■ Task prompt: Report each line of the entries that contains the word "Pershing", copied in full.

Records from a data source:
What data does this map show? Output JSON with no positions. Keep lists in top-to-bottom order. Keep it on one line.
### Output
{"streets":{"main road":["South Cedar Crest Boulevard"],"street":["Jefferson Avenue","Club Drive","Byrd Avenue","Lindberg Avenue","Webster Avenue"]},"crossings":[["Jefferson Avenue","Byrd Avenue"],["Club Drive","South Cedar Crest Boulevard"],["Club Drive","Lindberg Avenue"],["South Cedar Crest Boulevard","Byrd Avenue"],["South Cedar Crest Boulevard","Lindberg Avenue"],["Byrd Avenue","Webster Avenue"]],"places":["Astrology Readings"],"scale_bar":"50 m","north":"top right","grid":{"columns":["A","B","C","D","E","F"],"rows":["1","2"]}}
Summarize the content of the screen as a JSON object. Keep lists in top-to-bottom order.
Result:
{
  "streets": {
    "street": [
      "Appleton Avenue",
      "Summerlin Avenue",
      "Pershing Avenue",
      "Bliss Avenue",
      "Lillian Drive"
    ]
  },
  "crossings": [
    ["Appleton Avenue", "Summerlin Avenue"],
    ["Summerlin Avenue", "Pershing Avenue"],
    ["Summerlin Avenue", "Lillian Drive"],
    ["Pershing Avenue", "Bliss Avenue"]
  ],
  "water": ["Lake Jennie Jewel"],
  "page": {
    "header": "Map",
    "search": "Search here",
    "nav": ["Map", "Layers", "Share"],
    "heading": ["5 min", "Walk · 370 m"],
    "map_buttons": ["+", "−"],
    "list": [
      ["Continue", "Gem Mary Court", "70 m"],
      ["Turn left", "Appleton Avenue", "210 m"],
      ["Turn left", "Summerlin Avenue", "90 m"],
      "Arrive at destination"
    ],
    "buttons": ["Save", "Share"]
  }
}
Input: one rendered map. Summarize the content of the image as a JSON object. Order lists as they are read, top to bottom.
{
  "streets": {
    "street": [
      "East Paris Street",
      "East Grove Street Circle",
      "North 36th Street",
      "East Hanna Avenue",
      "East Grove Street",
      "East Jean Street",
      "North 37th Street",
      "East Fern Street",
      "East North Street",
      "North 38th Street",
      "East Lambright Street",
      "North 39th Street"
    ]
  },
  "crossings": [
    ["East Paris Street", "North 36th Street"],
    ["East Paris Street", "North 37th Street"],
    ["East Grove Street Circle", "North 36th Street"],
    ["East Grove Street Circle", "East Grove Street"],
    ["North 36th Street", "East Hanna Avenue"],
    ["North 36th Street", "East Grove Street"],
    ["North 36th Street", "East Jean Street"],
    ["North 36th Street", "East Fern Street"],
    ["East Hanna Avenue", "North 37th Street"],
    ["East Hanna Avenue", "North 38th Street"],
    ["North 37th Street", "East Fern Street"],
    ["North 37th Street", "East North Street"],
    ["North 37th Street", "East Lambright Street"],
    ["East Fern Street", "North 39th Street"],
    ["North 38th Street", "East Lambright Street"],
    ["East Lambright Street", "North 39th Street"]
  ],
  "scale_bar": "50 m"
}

■ Solution for this exercise:
      "Pershing Avenue",
    ["Summerlin Avenue", "Pershing Avenue"],
    ["Pershing Avenue", "Bliss Avenue"]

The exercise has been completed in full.